_What is expected_
Output an exact reproduction of the data.
"""
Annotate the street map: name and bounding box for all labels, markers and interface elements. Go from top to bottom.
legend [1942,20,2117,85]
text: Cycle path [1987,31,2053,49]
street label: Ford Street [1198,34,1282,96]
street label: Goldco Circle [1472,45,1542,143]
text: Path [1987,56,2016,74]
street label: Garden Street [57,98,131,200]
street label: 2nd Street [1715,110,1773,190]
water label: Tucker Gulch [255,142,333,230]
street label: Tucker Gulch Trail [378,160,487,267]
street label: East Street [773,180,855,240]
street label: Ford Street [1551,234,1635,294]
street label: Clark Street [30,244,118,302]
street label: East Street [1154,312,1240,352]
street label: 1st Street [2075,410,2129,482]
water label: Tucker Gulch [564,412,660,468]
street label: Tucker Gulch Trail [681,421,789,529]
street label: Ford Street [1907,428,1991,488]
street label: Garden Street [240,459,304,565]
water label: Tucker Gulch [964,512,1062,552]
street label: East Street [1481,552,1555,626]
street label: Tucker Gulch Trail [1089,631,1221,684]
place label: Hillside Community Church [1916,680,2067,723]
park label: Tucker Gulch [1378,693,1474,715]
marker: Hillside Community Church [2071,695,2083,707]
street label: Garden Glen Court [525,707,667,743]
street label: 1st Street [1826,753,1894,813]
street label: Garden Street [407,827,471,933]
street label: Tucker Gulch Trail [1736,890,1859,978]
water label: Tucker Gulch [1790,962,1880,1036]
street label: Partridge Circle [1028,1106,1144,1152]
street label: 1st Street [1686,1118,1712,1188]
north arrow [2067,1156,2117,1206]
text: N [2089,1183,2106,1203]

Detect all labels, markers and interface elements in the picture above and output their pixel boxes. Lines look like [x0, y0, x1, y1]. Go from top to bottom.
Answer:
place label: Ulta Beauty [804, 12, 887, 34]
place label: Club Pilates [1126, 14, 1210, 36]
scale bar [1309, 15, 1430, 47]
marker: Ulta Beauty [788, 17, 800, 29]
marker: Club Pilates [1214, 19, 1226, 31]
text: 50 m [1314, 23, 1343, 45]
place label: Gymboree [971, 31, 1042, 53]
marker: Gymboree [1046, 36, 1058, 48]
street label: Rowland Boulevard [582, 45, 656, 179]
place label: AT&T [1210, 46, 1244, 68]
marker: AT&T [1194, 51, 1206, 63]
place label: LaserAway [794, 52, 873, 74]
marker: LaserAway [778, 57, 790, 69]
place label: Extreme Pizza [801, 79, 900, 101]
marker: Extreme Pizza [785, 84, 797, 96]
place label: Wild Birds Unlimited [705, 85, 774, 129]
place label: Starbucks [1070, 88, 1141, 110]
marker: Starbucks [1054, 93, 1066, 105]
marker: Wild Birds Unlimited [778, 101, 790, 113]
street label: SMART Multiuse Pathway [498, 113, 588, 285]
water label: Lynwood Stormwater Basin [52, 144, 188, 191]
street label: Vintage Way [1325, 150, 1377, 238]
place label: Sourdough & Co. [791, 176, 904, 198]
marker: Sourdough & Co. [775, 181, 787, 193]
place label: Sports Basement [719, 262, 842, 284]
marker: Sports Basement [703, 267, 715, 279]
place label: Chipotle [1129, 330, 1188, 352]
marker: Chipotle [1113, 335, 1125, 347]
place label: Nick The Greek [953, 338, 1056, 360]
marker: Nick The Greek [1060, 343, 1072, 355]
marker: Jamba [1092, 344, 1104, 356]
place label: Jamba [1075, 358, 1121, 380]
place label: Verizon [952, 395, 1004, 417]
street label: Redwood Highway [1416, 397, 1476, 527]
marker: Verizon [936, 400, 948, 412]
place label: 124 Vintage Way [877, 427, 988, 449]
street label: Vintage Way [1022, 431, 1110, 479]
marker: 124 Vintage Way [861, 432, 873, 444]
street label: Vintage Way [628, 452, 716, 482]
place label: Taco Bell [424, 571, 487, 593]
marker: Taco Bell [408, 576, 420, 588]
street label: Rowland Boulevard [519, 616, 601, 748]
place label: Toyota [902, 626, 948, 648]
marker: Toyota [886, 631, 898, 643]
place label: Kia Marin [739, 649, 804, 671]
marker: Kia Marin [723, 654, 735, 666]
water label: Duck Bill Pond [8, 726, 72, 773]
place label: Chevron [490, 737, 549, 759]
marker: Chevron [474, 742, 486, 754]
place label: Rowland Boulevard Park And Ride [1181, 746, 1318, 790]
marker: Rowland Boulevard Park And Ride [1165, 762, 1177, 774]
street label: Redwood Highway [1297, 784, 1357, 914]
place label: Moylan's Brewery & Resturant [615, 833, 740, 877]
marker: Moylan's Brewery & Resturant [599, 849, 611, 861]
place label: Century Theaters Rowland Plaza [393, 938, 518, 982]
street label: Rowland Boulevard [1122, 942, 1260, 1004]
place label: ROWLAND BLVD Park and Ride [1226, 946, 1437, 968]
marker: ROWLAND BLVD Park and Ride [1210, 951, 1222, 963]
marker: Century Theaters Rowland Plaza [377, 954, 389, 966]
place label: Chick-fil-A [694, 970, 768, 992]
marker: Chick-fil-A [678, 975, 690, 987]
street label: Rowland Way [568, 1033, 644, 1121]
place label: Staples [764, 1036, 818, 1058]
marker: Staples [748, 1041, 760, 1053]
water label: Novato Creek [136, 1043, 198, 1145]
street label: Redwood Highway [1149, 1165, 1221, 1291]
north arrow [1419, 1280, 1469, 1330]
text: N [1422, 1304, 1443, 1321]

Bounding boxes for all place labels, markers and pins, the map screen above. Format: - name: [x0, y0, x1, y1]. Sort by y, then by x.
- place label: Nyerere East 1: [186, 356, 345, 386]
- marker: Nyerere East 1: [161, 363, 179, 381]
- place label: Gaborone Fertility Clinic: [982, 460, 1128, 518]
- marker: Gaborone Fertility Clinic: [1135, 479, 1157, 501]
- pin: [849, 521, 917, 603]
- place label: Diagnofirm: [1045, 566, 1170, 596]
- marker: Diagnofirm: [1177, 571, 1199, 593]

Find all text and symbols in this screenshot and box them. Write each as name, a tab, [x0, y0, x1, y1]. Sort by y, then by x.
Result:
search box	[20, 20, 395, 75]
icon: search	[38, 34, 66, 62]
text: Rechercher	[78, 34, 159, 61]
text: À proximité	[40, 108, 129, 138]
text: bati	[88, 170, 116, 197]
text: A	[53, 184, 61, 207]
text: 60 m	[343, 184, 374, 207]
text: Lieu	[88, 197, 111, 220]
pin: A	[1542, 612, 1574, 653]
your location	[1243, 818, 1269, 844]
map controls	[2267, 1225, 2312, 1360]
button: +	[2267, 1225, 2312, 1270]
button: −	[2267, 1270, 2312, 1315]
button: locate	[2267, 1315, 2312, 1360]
"""
_Problem solution_
Annotate the street map: name and bounding box for all labels, markers and interface elements. Go from top to bottom.
legend [1942,20,2117,85]
text: Cycle path [1987,31,2053,49]
street label: Ford Street [1198,34,1282,96]
street label: Goldco Circle [1472,45,1542,143]
text: Path [1987,56,2016,74]
street label: Garden Street [57,98,131,200]
street label: 2nd Street [1715,110,1773,190]
water label: Tucker Gulch [255,142,333,230]
street label: Tucker Gulch Trail [378,160,487,267]
street label: East Street [773,180,855,240]
street label: Ford Street [1551,234,1635,294]
street label: Clark Street [30,244,118,302]
street label: East Street [1154,312,1240,352]
street label: 1st Street [2075,410,2129,482]
water label: Tucker Gulch [564,412,660,468]
street label: Tucker Gulch Trail [681,421,789,529]
street label: Ford Street [1907,428,1991,488]
street label: Garden Street [240,459,304,565]
water label: Tucker Gulch [964,512,1062,552]
street label: East Street [1481,552,1555,626]
street label: Tucker Gulch Trail [1089,631,1221,684]
place label: Hillside Community Church [1916,680,2067,723]
park label: Tucker Gulch [1378,693,1474,715]
marker: Hillside Community Church [2071,695,2083,707]
street label: Garden Glen Court [525,707,667,743]
street label: 1st Street [1826,753,1894,813]
street label: Garden Street [407,827,471,933]
street label: Tucker Gulch Trail [1736,890,1859,978]
water label: Tucker Gulch [1790,962,1880,1036]
street label: Partridge Circle [1028,1106,1144,1152]
street label: 1st Street [1686,1118,1712,1188]
north arrow [2067,1156,2117,1206]
text: N [2089,1183,2106,1203]

Detect all labels, markers and interface elements in the picture above and output their pixel boxes. Lines look like [x0, y0, x1, y1]. Go from top to bottom.
Answer:
place label: Ulta Beauty [804, 12, 887, 34]
place label: Club Pilates [1126, 14, 1210, 36]
scale bar [1309, 15, 1430, 47]
marker: Ulta Beauty [788, 17, 800, 29]
marker: Club Pilates [1214, 19, 1226, 31]
text: 50 m [1314, 23, 1343, 45]
place label: Gymboree [971, 31, 1042, 53]
marker: Gymboree [1046, 36, 1058, 48]
street label: Rowland Boulevard [582, 45, 656, 179]
place label: AT&T [1210, 46, 1244, 68]
marker: AT&T [1194, 51, 1206, 63]
place label: LaserAway [794, 52, 873, 74]
marker: LaserAway [778, 57, 790, 69]
place label: Extreme Pizza [801, 79, 900, 101]
marker: Extreme Pizza [785, 84, 797, 96]
place label: Wild Birds Unlimited [705, 85, 774, 129]
place label: Starbucks [1070, 88, 1141, 110]
marker: Starbucks [1054, 93, 1066, 105]
marker: Wild Birds Unlimited [778, 101, 790, 113]
street label: SMART Multiuse Pathway [498, 113, 588, 285]
water label: Lynwood Stormwater Basin [52, 144, 188, 191]
street label: Vintage Way [1325, 150, 1377, 238]
place label: Sourdough & Co. [791, 176, 904, 198]
marker: Sourdough & Co. [775, 181, 787, 193]
place label: Sports Basement [719, 262, 842, 284]
marker: Sports Basement [703, 267, 715, 279]
place label: Chipotle [1129, 330, 1188, 352]
marker: Chipotle [1113, 335, 1125, 347]
place label: Nick The Greek [953, 338, 1056, 360]
marker: Nick The Greek [1060, 343, 1072, 355]
marker: Jamba [1092, 344, 1104, 356]
place label: Jamba [1075, 358, 1121, 380]
place label: Verizon [952, 395, 1004, 417]
street label: Redwood Highway [1416, 397, 1476, 527]
marker: Verizon [936, 400, 948, 412]
place label: 124 Vintage Way [877, 427, 988, 449]
street label: Vintage Way [1022, 431, 1110, 479]
marker: 124 Vintage Way [861, 432, 873, 444]
street label: Vintage Way [628, 452, 716, 482]
place label: Taco Bell [424, 571, 487, 593]
marker: Taco Bell [408, 576, 420, 588]
street label: Rowland Boulevard [519, 616, 601, 748]
place label: Toyota [902, 626, 948, 648]
marker: Toyota [886, 631, 898, 643]
place label: Kia Marin [739, 649, 804, 671]
marker: Kia Marin [723, 654, 735, 666]
water label: Duck Bill Pond [8, 726, 72, 773]
place label: Chevron [490, 737, 549, 759]
marker: Chevron [474, 742, 486, 754]
place label: Rowland Boulevard Park And Ride [1181, 746, 1318, 790]
marker: Rowland Boulevard Park And Ride [1165, 762, 1177, 774]
street label: Redwood Highway [1297, 784, 1357, 914]
place label: Moylan's Brewery & Resturant [615, 833, 740, 877]
marker: Moylan's Brewery & Resturant [599, 849, 611, 861]
place label: Century Theaters Rowland Plaza [393, 938, 518, 982]
street label: Rowland Boulevard [1122, 942, 1260, 1004]
place label: ROWLAND BLVD Park and Ride [1226, 946, 1437, 968]
marker: ROWLAND BLVD Park and Ride [1210, 951, 1222, 963]
marker: Century Theaters Rowland Plaza [377, 954, 389, 966]
place label: Chick-fil-A [694, 970, 768, 992]
marker: Chick-fil-A [678, 975, 690, 987]
street label: Rowland Way [568, 1033, 644, 1121]
place label: Staples [764, 1036, 818, 1058]
marker: Staples [748, 1041, 760, 1053]
water label: Novato Creek [136, 1043, 198, 1145]
street label: Redwood Highway [1149, 1165, 1221, 1291]
north arrow [1419, 1280, 1469, 1330]
text: N [1422, 1304, 1443, 1321]

Bounding boxes for all place labels, markers and pins, the map screen above. Format: - name: [x0, y0, x1, y1]. Sort by y, then by x.
- place label: Nyerere East 1: [186, 356, 345, 386]
- marker: Nyerere East 1: [161, 363, 179, 381]
- place label: Gaborone Fertility Clinic: [982, 460, 1128, 518]
- marker: Gaborone Fertility Clinic: [1135, 479, 1157, 501]
- pin: [849, 521, 917, 603]
- place label: Diagnofirm: [1045, 566, 1170, 596]
- marker: Diagnofirm: [1177, 571, 1199, 593]

Find all text and symbols in this screenshot and box them. Write each as name, a tab, [x0, y0, x1, y1]. Sort by y, then by x.
Result:
search box	[20, 20, 395, 75]
icon: search	[38, 34, 66, 62]
text: Rechercher	[78, 34, 159, 61]
text: À proximité	[40, 108, 129, 138]
text: bati	[88, 170, 116, 197]
text: A	[53, 184, 61, 207]
text: 60 m	[343, 184, 374, 207]
text: Lieu	[88, 197, 111, 220]
pin: A	[1542, 612, 1574, 653]
your location	[1243, 818, 1269, 844]
map controls	[2267, 1225, 2312, 1360]
button: +	[2267, 1225, 2312, 1270]
button: −	[2267, 1270, 2312, 1315]
button: locate	[2267, 1315, 2312, 1360]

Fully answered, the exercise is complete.